▶ **Task requirements**
Your answer is one number, how many lines in the entries include "down".

(Stored items)

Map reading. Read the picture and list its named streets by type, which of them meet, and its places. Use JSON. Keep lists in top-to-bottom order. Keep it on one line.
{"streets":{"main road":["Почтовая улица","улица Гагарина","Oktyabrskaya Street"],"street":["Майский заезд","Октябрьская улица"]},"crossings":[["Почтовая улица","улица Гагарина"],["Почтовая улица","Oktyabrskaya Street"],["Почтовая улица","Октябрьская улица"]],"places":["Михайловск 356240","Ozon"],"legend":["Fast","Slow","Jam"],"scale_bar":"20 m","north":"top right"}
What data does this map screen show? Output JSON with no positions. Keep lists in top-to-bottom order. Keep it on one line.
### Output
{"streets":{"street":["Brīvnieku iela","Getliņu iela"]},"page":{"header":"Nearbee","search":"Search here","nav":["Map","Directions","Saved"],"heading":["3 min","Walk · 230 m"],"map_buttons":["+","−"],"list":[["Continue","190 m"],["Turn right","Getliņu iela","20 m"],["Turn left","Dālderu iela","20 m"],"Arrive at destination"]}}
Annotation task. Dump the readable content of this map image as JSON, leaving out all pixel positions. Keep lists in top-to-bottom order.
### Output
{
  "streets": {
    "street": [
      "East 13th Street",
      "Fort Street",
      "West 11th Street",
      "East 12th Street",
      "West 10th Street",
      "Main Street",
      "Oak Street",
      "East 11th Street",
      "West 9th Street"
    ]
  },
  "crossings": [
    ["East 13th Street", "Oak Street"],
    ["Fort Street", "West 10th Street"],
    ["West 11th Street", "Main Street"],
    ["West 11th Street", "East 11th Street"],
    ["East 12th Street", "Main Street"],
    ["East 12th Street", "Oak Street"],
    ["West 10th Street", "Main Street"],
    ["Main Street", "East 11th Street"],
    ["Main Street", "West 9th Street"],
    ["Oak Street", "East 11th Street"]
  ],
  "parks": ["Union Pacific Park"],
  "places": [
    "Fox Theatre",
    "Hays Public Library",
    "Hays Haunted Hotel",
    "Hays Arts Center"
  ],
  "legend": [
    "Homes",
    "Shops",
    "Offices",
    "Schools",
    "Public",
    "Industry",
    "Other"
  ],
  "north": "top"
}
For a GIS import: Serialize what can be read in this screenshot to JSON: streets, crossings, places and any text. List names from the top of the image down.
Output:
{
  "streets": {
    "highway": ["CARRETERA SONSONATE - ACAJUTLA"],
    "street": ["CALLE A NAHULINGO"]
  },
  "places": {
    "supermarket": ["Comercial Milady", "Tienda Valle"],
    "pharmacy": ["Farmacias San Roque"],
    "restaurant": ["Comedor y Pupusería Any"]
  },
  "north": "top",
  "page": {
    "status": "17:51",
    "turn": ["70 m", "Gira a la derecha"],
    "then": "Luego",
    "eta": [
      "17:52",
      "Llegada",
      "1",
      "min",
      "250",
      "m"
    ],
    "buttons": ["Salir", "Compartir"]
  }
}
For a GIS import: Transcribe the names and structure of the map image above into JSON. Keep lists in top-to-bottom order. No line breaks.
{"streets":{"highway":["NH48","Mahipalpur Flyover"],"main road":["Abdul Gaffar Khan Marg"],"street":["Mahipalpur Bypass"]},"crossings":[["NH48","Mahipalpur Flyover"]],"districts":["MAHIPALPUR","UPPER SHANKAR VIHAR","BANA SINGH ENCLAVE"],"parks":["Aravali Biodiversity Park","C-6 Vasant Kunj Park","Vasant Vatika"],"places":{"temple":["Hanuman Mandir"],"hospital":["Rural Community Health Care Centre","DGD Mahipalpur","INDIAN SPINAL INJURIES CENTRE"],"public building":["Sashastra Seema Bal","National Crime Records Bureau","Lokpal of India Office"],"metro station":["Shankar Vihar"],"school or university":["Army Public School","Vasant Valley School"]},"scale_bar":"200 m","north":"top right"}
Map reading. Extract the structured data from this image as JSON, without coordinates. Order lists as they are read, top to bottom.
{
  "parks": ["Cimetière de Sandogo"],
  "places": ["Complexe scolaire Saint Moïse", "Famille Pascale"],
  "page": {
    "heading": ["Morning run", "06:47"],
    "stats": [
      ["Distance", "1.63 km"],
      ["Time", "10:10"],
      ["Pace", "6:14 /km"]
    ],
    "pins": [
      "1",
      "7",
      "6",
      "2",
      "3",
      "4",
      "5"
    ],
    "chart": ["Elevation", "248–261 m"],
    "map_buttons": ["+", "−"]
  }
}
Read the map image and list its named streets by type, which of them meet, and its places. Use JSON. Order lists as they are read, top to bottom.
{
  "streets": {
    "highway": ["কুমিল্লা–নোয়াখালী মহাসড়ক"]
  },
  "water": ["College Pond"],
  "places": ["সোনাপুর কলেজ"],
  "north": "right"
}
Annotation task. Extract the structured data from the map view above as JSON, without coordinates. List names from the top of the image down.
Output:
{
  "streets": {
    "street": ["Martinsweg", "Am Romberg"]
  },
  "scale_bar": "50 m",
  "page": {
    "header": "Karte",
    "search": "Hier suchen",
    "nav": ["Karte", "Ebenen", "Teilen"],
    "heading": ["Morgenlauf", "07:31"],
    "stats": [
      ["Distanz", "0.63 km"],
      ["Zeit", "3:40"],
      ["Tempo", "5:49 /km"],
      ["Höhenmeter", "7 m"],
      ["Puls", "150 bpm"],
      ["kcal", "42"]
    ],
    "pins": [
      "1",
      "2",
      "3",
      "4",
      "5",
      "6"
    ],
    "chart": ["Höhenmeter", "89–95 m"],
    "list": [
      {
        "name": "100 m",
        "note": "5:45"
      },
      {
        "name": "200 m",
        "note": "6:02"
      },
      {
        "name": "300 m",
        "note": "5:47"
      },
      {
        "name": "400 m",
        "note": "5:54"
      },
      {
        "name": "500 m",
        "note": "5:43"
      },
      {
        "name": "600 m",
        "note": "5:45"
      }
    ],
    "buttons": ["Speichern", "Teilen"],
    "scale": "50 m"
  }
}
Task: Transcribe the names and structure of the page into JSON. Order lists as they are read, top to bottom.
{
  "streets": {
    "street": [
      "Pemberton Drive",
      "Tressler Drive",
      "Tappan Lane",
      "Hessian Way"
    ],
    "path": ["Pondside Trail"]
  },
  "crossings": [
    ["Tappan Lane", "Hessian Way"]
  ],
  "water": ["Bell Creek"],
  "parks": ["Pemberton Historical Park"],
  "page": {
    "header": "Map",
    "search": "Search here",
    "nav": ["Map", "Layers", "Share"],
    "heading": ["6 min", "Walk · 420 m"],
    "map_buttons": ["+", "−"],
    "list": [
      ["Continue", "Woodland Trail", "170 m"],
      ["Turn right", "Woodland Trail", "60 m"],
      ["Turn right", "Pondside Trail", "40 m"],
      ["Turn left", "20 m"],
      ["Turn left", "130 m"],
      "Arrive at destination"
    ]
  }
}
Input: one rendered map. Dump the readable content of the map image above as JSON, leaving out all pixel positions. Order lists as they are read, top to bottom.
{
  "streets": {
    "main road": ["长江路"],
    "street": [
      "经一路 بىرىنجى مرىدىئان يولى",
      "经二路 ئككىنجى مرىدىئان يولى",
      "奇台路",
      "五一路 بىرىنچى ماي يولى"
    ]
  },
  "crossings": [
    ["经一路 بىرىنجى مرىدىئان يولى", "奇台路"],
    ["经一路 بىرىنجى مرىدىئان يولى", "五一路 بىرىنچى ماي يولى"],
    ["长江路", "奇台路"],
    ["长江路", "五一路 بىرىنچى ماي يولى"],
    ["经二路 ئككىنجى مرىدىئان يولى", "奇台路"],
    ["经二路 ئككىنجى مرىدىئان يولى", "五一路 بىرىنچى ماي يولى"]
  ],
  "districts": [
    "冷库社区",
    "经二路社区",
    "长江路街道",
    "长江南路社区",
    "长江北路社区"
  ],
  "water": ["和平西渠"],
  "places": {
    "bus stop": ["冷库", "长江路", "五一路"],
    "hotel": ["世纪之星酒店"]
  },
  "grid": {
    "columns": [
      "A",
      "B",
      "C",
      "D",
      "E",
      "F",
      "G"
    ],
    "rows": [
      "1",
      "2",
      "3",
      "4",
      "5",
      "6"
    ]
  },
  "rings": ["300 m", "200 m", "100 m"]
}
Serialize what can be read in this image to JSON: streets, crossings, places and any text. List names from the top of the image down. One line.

▶ **Task output**
3